DATA FOR THE TASK:
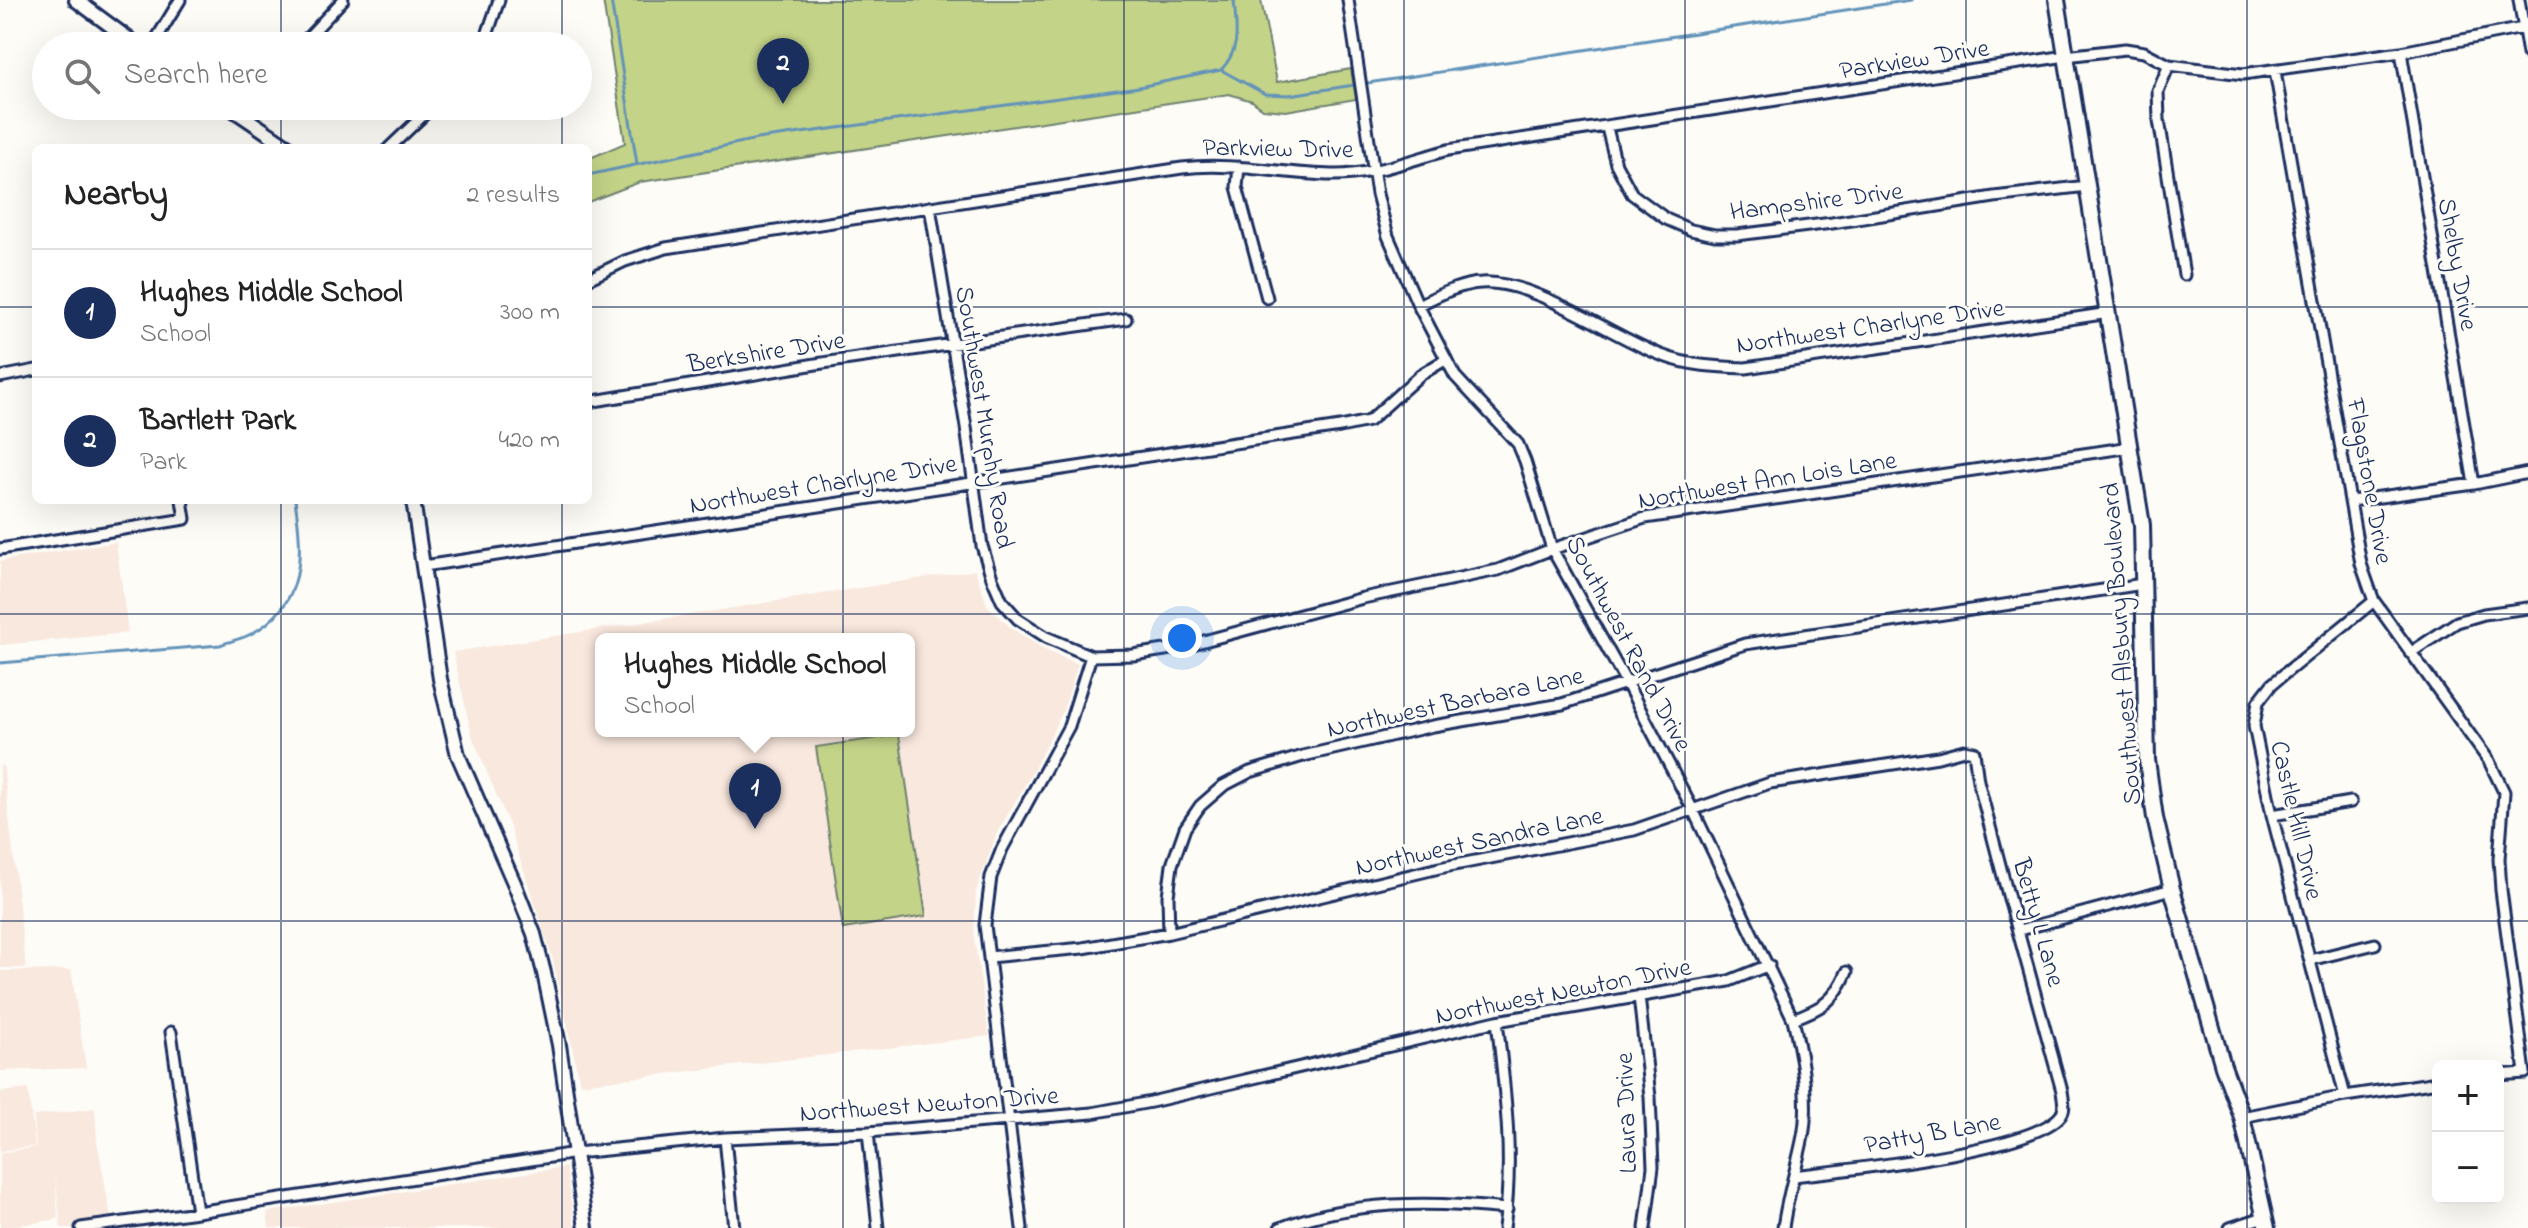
<!DOCTYPE html>
<html lang="en">
<head>
<meta charset="utf-8">
<style>
  body { margin:0; font-family:"Indie Flower",sans-serif; background:#f2f2f2; color:#222 }
  .controls { position:absolute; right:24px; bottom:24px; display:grid; overflow:hidden; border-radius:12px; box-shadow:0 8px 32px #0002 }
  .controls button { width:72px; height:72px; display:grid; place-items:center; padding:0; border:0; border-bottom:2px solid #e0e0e0; background:#fff; color:#222; font:40px sans-serif }
  .you { position:absolute; left:1182px; top:638px; width:28px; height:28px; margin:-20px; border:6px solid #fff; border-radius:50%; background:#1a73e8; box-shadow:0 0 0 12px #1a73e833 }
  .badge { display:grid; place-items:center; width:52px; height:52px; border-radius:50%; background:#1b2f5e; color:#fff; font-size:26px; font-weight:700 }
  .pin { position:absolute; translate:-50% -66px; filter:drop-shadow(0 2px 4px #0008) }
  .pin::after { content:''; position:absolute; top:42px; width:28px; height:24px; background:inherit; clip-path:polygon(0 0,100% 0,50% 100%) }
  .popup { position:absolute; left:595px; top:633px; width:320px; height:104px; box-sizing:border-box; display:grid; place-content:center; border-radius:12px; background:#fff; filter:drop-shadow(0 2px 6px #0005); font-size:26px; white-space:nowrap; color:#767676 }
  .popup b { font-size:30px; color:#222 }
  .popup::after { content:''; position:absolute; left:50%; top:100%; margin-left:-16px; border:16px solid transparent; border-top-color:#fff }
  .list { margin:0; padding:0; list-style:none }
  h2 { display:flex; justify-content:space-between; align-items:center; height:104px; margin:0; padding:0 32px; font-size:34px }
  h2 small { font-size:26px; font-weight:400; color:#767676 }
  .list li { display:grid; grid-template-columns:52px 1fr auto; gap:24px; align-items:center; box-sizing:border-box; height:128px; padding:0 32px; border-top:2px solid #e0e0e0 }
  .list b { display:block; font-size:30px; white-space:nowrap }
  .list p { margin:0; font-size:26px; white-space:nowrap; color:#767676 }
  .list em { font-size:26px; font-style:normal; color:#767676 }
  .icon { flex:none; width:44px; height:44px; fill:none; stroke:currentColor; stroke-width:2; stroke-linecap:round; stroke-linejoin:round }
  .map { position:relative; flex:none; width:2528px; height:1228px; overflow:hidden }
  .search { position:absolute; background:#fff; box-shadow:0 8px 32px #0002; left:32px; top:32px; width:560px; height:88px; display:flex; align-items:center; gap:20px; box-sizing:border-box; padding:0 28px; border-radius:44px; color:#767676; font-size:30px }
  .panel { position:absolute; background:#fff; box-shadow:0 8px 32px #0002; left:32px; top:144px; width:560px; height:360px; border-radius:12px }
  .map>svg:first-child { display:block }
  .built { fill:#f9e8de; fill-rule:evenodd }
  .green { fill:#c3d387; stroke:#6f8172; stroke-width:2 }
  .lines { fill:none; stroke-linecap:round; stroke-linejoin:round }
  .stream { stroke:#6493b9; stroke-width:3 }
  .minor-casing { stroke:#1b2f5e; stroke-width:15 }
  .tertiary-casing { stroke:#1b2f5e; stroke-width:18 }
  .secondary-casing { stroke:#1b2f5e; stroke-width:20 }
  .minor { stroke:#fdfcf7; stroke-width:9 }
  .tertiary { stroke:#fdfcf7; stroke-width:12 }
  .secondary { stroke:#fdfcf7; stroke-width:14 }
  .grid { fill:none; stroke:#1b2f5e; stroke-width:2; stroke-opacity:0.55 }
  .labels { text-anchor:middle; stroke-width:6; stroke-linejoin:round; paint-order:stroke }
  .street-label { font-size:26px; fill:#1b2f5e; stroke:#fdfcf7 }
</style>
</head>
<body>
<div class="map">
<svg width="2528" height="1228" viewBox="0 0 2528 1228">
  <rect width="100%" height="100%" fill="#fdfcf7"/>
  <filter id="ink" filterUnits="userSpaceOnUse"><feTurbulence type="fractalNoise" baseFrequency=".0125" numOctaves="2"/><feDisplacementMap in="SourceGraphic" scale="16" xChannelSelector="R" yChannelSelector="G"/><feConvolveMatrix kernelMatrix="1 2 1 2 8 2 1 2 1" color-interpolation-filters="sRGB"/></filter>
  <g filter="url(#ink)">
    <path class="built" d="M 116,542 L 128,633 L 0,645 L 0,561 Z
      M 975,570 L 987,605 L 1011,628 L 1047,651 L 1078,664 L 1063,711 L 1032,773 L 997,833 L 976,891 L 974,937 L 989,1036 L 580,1084 L 553,960 L 509,825 L 472,736 L 453,652 ZM 601,639 L 909,639 L 909,731 L 601,731 Z
      M 3,765 L 26,968 L 0,968 L 0,766 Z
      M 71,970 L 86,1068 L 0,1071 L 0,971 Z
      M 28,1089 L 35,1146 L 0,1151 L 0,1092 Z
      M 95,1108 L 97,1141 L 113,1228 L 61,1228 L 55,1172 L 58,1219 L 0,1228 L 0,1153 L 36,1147 L 34,1116 Z
      M 566,1167 L 575,1228 L 269,1228 L 267,1212 Z"/>
    <path class="green" d="M 603,0 L 1261,0 L 1277,82 L 1351,69 L 1356,99 L 1286,111 L 1263,109 L 1252,101 L 1229,94 L 640,182 L 588,202 L 588,159 L 625,143 Z
      M 899,735 L 926,916 L 843,929 L 816,747 Z"/>
    <g class="lines">
      <path class="stream" d="M 611,0 L 637,164
        M 1221,70 L 1265,94 L 1289,95 L 1911,0
        M 588,175 L 757,139 L 1139,87 L 1221,70 C 1242,47 1236,28 1234,0
        M 0,663 L 220,645 C 230,641 242,639 251,634 C 306,604 303,554 295,500"/>
      <g class="minor-casing">
        <path id="minor" d="M 1348,0 L 1377,194 L 1388,236 L 1418,305 L 1455,376 L 1518,444 L 1525,461 L 1552,549 L 1627,684 L 1693,810 L 1793,1019 C 1801,1053 1810,1101 1803,1136 C 1797,1167 1787,1197 1783,1228
          M 2519,0 L 2528,54
          M 152,46 L 180,0
          M 300,46 L 343,0
          M 480,46 L 487,35 L 499,0
          M 2401,52 L 2474,484
          M 2169,65 L 2158,91 L 2159,120 L 2184,275
          M 2275,71 L 2361,564 L 2374,601 L 2489,761 L 2504,792 L 2499,859 L 2501,890 L 2525,1073 L 2498,1075
          M 248,119 L 257,106
          M 1607,128 L 1616,164 L 1632,194 L 1666,219 L 1691,230 L 1715,235 L 1737,235 L 1832,223 L 1994,197 L 2087,186
          M 389,148 L 433,106
          M 1239,167 L 1237,187 L 1267,298
          M 930,207 L 966,427 L 982,546 L 992,578 L 1002,601 L 1018,619 L 1046,637 L 1091,656 L 1133,655 L 1178,648 L 1363,598 L 1498,570 L 1552,549 L 1645,518 L 2131,447
          M 588,279 L 625,261 L 666,248 L 1182,168 C 1233,162 1282,174 1332,175 C 1370,176 1411,160 1448,150 L 2066,56 L 2125,49 L 2144,52 L 2169,65 L 2243,74 L 2401,52 L 2528,27
          M 1418,305 C 1438,296 1459,284 1481,283 C 1533,279 1611,336 1661,355 C 1689,366 1717,367 1746,368 L 2109,313
          M 0,377 L 36,370
          M 588,402 L 816,364 L 1126,319
          M 2351,501 L 2474,484 L 2528,473
          M 0,549 L 185,519 L 182,500
          M 424,566 L 1340,427 L 1369,421 L 1420,375 L 1445,360
          M 2410,653 L 2457,622 L 2484,614 L 2528,608
          M 2272,815 L 2351,802
          M 2019,930 L 2172,889
          M 1169,933 L 1168,896 L 1172,865 L 1185,828 L 1200,806 L 1223,786 L 1250,772 L 1303,756 L 1433,726 L 1562,704 L 1745,644 L 2143,584
          M 989,957 L 1083,948 L 1169,933 L 1439,868 L 1634,830 L 1770,783 L 1938,757 L 1964,750 L 1974,752 L 1978,781 L 2005,884 L 2062,1091 C 2063,1099 2066,1108 2061,1115 C 2034,1151 1844,1170 1794,1176
          M 2310,960 L 2375,944
          M 1639,996 L 1650,1097 L 1653,1167 L 1645,1228
          M 1793,1019 C 1822,1008 1834,1002 1847,972
          M 1497,1021 C 1505,1091 1514,1158 1504,1228
          M 171,1032 L 197,1212
          M 2345,1096 L 2272,815 L 2254,726 L 2258,702 L 2272,684 L 2374,601
          M 2242,1117 L 2345,1096 L 2438,1082
          M 868,1132 L 878,1228
          M 725,1138 L 734,1228
          M 81,1228 L 197,1212 L 576,1153 L 725,1138 L 868,1132 L 1092,1113 L 1151,1102 L 1497,1021 L 1729,981 L 1769,965
          M 1022,1228 L 985,925 L 991,877 L 1002,849 L 1069,726 L 1091,656
          M 1280,1228 C 1351,1200 1432,1201 1507,1209
          M 2230,1228 L 2264,1217"/>
      </g>
      <g class="tertiary-casing">
        <path id="tertiary" d="M 76,0 L 138,46
          M 228,106 L 290,148
          M 413,500 L 440,679 L 458,755 L 514,883 L 534,934 L 544,973 L 559,1045 L 586,1228"/>
      </g>
      <g class="secondary-casing">
        <path id="secondary" d="M 2057,0 L 2142,525 L 2147,760 L 2155,818 L 2172,889 L 2223,1066 L 2242,1117 L 2267,1228"/>
      </g>
      <use href="#minor" class="minor"/>
      <use href="#tertiary" class="tertiary"/>
      <use href="#secondary" class="secondary"/>
    </g>
  </g>
  <path class="grid" d="M 281,0 L 281,46M 562,0 L 562,46M 843,0 L 843,1228M 1124,0 L 1124,1228M 1404,0 L 1404,1228M 1685,0 L 1685,1228M 1966,0 L 1966,1228M 2247,0 L 2247,1228M 281,106 L 281,148M 562,106 L 562,148M 0,307 L 36,307M 588,307 L 2528,307M 281,500 L 281,1228M 562,500 L 562,1228M 0,614 L 2528,614M 0,921 L 2528,921"/>
  <g class="labels">
    <g class="street-label">
      <text transform="translate(1914 58) rotate(-9)" y="9">Parkview Drive</text>
      <text transform="translate(1278 147) rotate(1)" y="9">Parkview Drive</text>
      <text transform="translate(1816 200) rotate(-7)" y="9">Hampshire Drive</text>
      <text transform="translate(2459 264) rotate(80)" y="9">Shelby Drive</text>
      <text transform="translate(1870 325) rotate(-8)" y="9">Northwest Charlyne Drive</text>
      <text transform="translate(766 351) rotate(-9)" y="9">Berkshire Drive</text>
      <text transform="translate(986 417) rotate(81)" y="9">Southwest Murphy Road</text>
      <text transform="translate(1767 479) rotate(-9)" y="9">Northwest Ann Lois Lane</text>
      <text transform="translate(2371 481) rotate(80)" y="9">Flagstone Drive</text>
      <text transform="translate(823 483) rotate(-9)" y="9">Northwest Charlyne Drive</text>
      <text transform="translate(1630 643) rotate(62)" y="9">Southwest Rand Drive</text>
      <text transform="translate(2120 644) rotate(-94)" y="9">Southwest Alsbury Boulevard</text>
      <text transform="translate(1455 701) rotate(-12)" y="9">Northwest Barbara Lane</text>
      <text transform="translate(2298 820) rotate(77)" y="9">Castle Hill Drive</text>
      <text transform="translate(1479 840) rotate(-12)" y="9">Northwest Sandra Lane</text>
      <text transform="translate(2040 922) rotate(74)" y="9">Betty L Lane</text>
      <text transform="translate(1563 990) rotate(-11)" y="9">Northwest Newton Drive</text>
      <text transform="translate(929 1103) rotate(-4)" y="9">Northwest Newton Drive</text>
      <text transform="translate(1625 1113) rotate(-92)" y="9">Laura Drive</text>
      <text transform="translate(1932 1132) rotate(-10)" y="9">Patty B Lane</text>
    </g>
  </g>
</svg>
<div class="controls">
<button>+</button>
<button>−</button>
</div>
<div class="you"></div>
<div class="pin badge" style="left:755px;top:829px">1</div>
<div class="popup"><b>Hughes Middle School</b>School</div>
<div class="pin badge" style="left:783px;top:104px">2</div>
<div class="search"><svg class="icon" aria-label="search" viewBox="0 0 24 24"><circle cx="10" cy="10" r="6"/><path d="M15 15l6 6"/></svg>Search here</div>
<section class="panel">
<h2>Nearby<small>2 results</small></h2>
<ul class="list">
<li><span class="badge">1</span><div><b>Hughes Middle School</b><p>School</p></div><em>300 m</em></li>
<li><span class="badge">2</span><div><b>Bartlett Park</b><p>Park</p></div><em>420 m</em></li>
</ul>
</section>
</div>
</body>
</html>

AIM OF THE TASK: From the listing above, output exactly the run of lines that starts with the line containing "M 95,1108 L" and ends with the line containing "M 424,566 L".

ANSWER FOR THE TASK:
      M 95,1108 L 97,1141 L 113,1228 L 61,1228 L 55,1172 L 58,1219 L 0,1228 L 0,1153 L 36,1147 L 34,1116 Z
      M 566,1167 L 575,1228 L 269,1228 L 267,1212 Z"/>
    <path class="green" d="M 603,0 L 1261,0 L 1277,82 L 1351,69 L 1356,99 L 1286,111 L 1263,109 L 1252,101 L 1229,94 L 640,182 L 588,202 L 588,159 L 625,143 Z
      M 899,735 L 926,916 L 843,929 L 816,747 Z"/>
    <g class="lines">
      <path class="stream" d="M 611,0 L 637,164
        M 1221,70 L 1265,94 L 1289,95 L 1911,0
        M 588,175 L 757,139 L 1139,87 L 1221,70 C 1242,47 1236,28 1234,0
        M 0,663 L 220,645 C 230,641 242,639 251,634 C 306,604 303,554 295,500"/>
      <g class="minor-casing">
        <path id="minor" d="M 1348,0 L 1377,194 L 1388,236 L 1418,305 L 1455,376 L 1518,444 L 1525,461 L 1552,549 L 1627,684 L 1693,810 L 1793,1019 C 1801,1053 1810,1101 1803,1136 C 1797,1167 1787,1197 1783,1228
          M 2519,0 L 2528,54
          M 152,46 L 180,0
          M 300,46 L 343,0
          M 480,46 L 487,35 L 499,0
          M 2401,52 L 2474,484
          M 2169,65 L 2158,91 L 2159,120 L 2184,275
          M 2275,71 L 2361,564 L 2374,601 L 2489,761 L 2504,792 L 2499,859 L 2501,890 L 2525,1073 L 2498,1075
          M 248,119 L 257,106
          M 1607,128 L 1616,164 L 1632,194 L 1666,219 L 1691,230 L 1715,235 L 1737,235 L 1832,223 L 1994,197 L 2087,186
          M 389,148 L 433,106
          M 1239,167 L 1237,187 L 1267,298
          M 930,207 L 966,427 L 982,546 L 992,578 L 1002,601 L 1018,619 L 1046,637 L 1091,656 L 1133,655 L 1178,648 L 1363,598 L 1498,570 L 1552,549 L 1645,518 L 2131,447
          M 588,279 L 625,261 L 666,248 L 1182,168 C 1233,162 1282,174 1332,175 C 1370,176 1411,160 1448,150 L 2066,56 L 2125,49 L 2144,52 L 2169,65 L 2243,74 L 2401,52 L 2528,27
          M 1418,305 C 1438,296 1459,284 1481,283 C 1533,279 1611,336 1661,355 C 1689,366 1717,367 1746,368 L 2109,313
          M 0,377 L 36,370
          M 588,402 L 816,364 L 1126,319
          M 2351,501 L 2474,484 L 2528,473
          M 0,549 L 185,519 L 182,500
          M 424,566 L 1340,427 L 1369,421 L 1420,375 L 1445,360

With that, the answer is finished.